▶ **YOUR INSTRUCTIONS**
What lines below include the string "read"? Pick them out and copy them.

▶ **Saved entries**
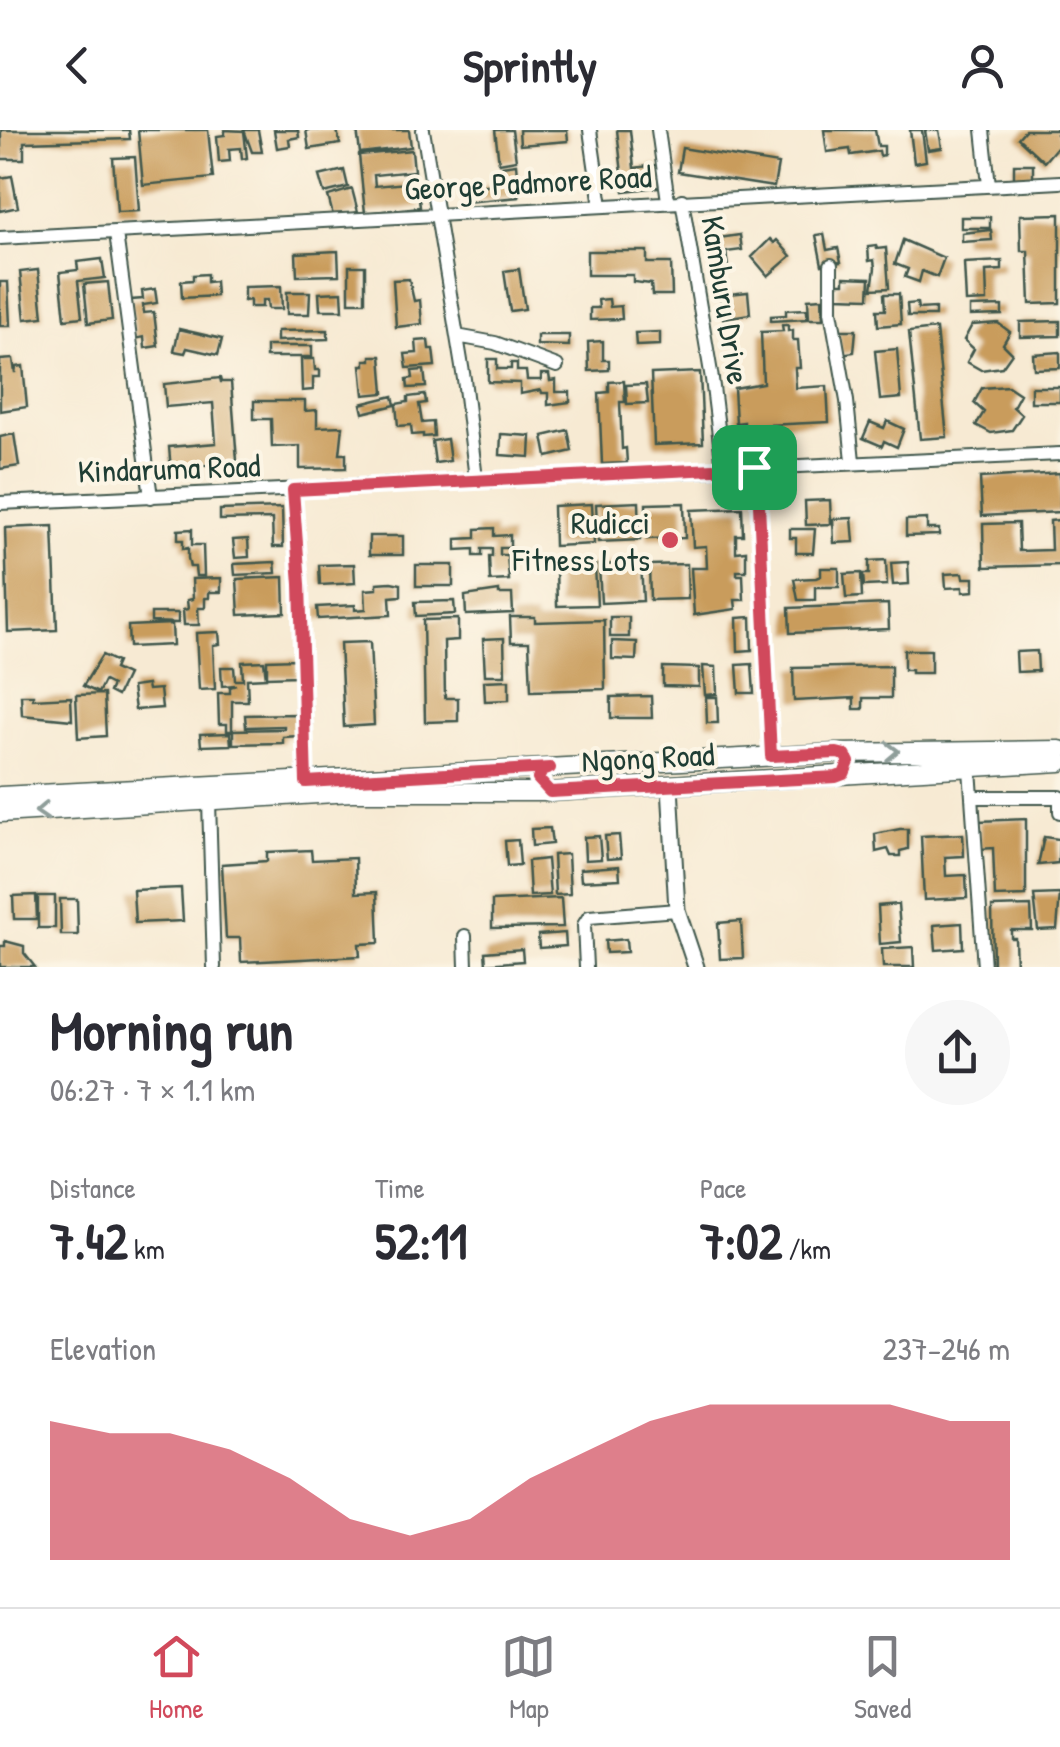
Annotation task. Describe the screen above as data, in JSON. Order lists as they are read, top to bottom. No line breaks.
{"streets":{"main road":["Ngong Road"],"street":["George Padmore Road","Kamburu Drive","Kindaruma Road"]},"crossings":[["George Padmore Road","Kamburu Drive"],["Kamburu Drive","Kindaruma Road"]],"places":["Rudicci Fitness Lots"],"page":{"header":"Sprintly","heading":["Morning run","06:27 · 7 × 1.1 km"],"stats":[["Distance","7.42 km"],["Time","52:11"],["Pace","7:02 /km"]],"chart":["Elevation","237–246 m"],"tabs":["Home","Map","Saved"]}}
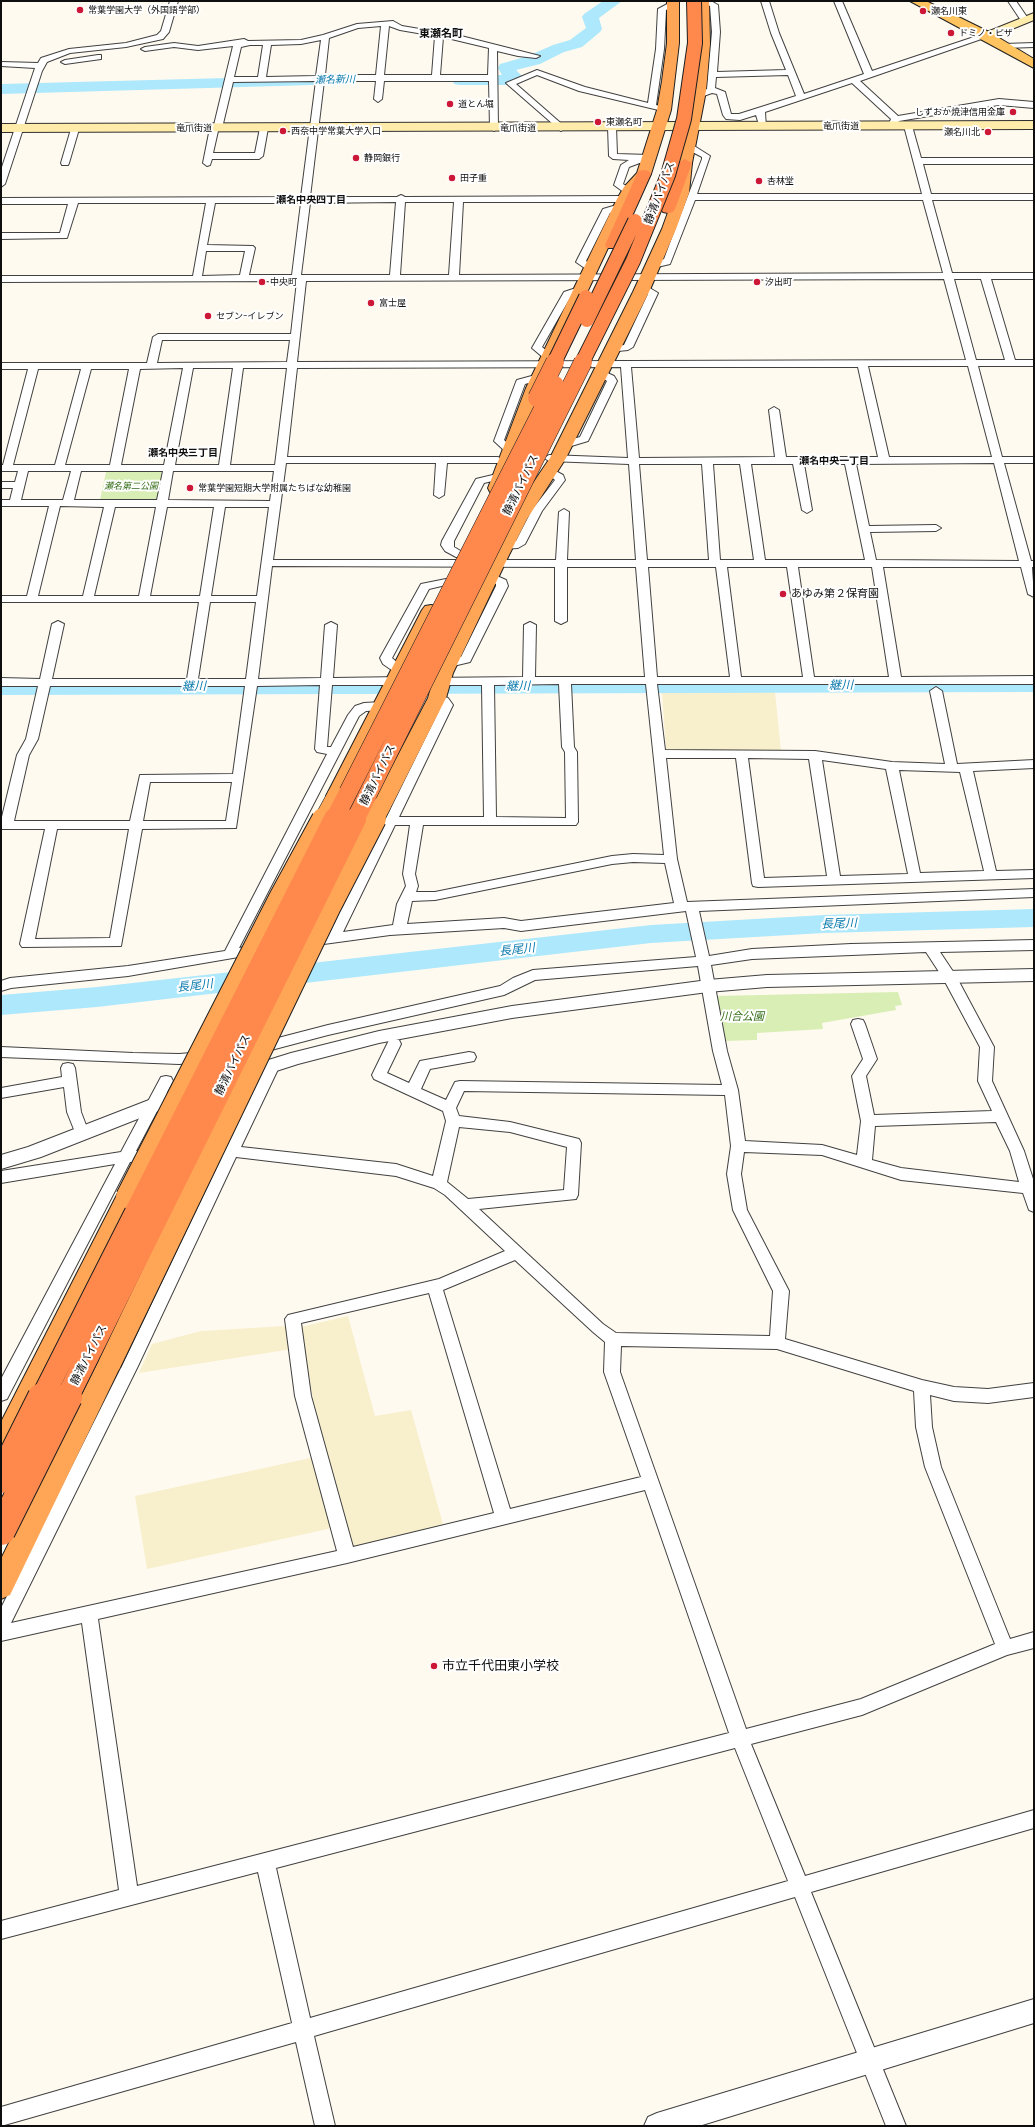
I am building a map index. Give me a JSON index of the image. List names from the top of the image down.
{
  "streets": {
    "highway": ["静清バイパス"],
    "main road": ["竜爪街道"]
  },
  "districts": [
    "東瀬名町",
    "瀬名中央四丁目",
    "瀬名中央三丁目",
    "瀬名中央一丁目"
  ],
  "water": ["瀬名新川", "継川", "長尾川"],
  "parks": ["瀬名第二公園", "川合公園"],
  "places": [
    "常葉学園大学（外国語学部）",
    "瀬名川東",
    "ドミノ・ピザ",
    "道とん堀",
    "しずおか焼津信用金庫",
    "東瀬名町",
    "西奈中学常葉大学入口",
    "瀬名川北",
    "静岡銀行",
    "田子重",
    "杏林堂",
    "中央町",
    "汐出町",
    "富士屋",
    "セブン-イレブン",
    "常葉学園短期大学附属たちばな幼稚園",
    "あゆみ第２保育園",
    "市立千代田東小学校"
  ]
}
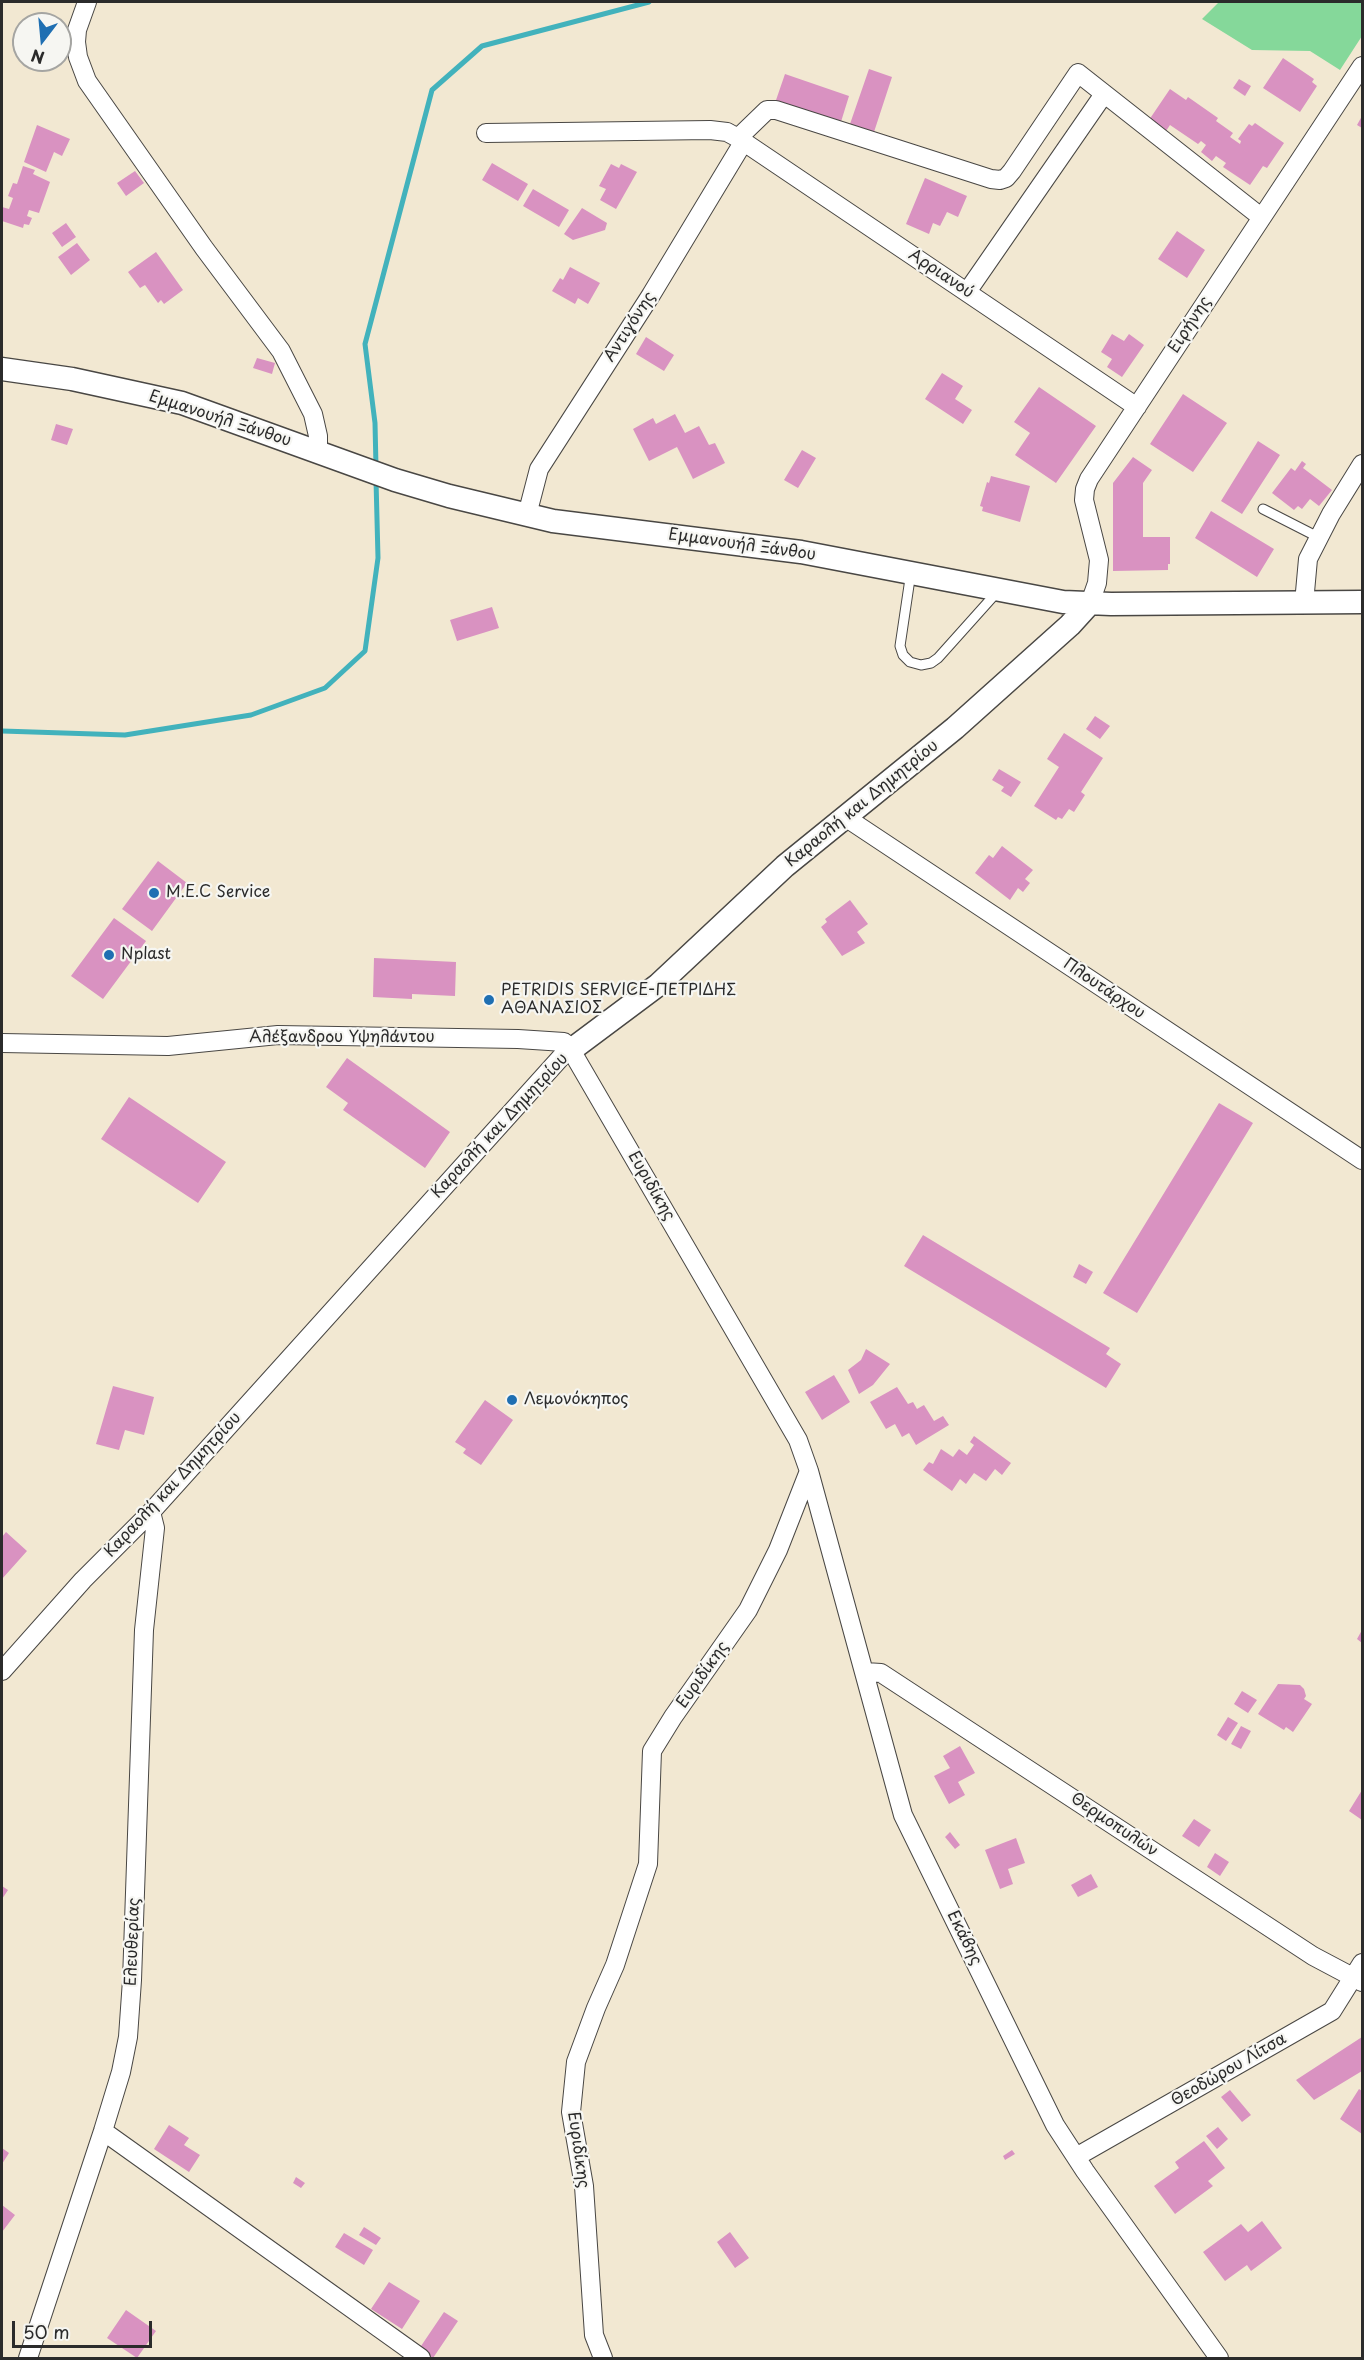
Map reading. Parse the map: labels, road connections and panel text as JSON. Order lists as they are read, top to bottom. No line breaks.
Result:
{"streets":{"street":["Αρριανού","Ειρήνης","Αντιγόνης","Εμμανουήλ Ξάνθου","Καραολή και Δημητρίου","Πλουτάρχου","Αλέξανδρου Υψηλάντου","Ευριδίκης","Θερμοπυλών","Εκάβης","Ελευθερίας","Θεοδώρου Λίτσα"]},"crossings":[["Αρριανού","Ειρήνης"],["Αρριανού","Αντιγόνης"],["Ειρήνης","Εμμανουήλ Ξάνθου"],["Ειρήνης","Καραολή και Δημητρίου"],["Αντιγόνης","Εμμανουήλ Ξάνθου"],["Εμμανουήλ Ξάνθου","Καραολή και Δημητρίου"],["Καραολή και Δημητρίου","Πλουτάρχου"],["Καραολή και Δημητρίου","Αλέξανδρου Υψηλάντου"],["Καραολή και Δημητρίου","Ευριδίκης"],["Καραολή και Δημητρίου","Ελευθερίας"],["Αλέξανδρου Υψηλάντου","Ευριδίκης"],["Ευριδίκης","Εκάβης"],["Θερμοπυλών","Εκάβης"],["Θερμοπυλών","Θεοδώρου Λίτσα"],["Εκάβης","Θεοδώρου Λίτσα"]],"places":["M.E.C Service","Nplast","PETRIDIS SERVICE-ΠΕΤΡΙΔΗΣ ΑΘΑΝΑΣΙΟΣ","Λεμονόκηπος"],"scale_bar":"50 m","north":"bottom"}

▶ **REPLY TO THE EXERCISE**
Annotation task. Describe the screen above as data, in JSON. Order lists as they are read, top to bottom. No line breaks.
Map reading. Parse the map: labels, road connections and panel text as JSON. Order lists as they are read, top to bottom. No line breaks.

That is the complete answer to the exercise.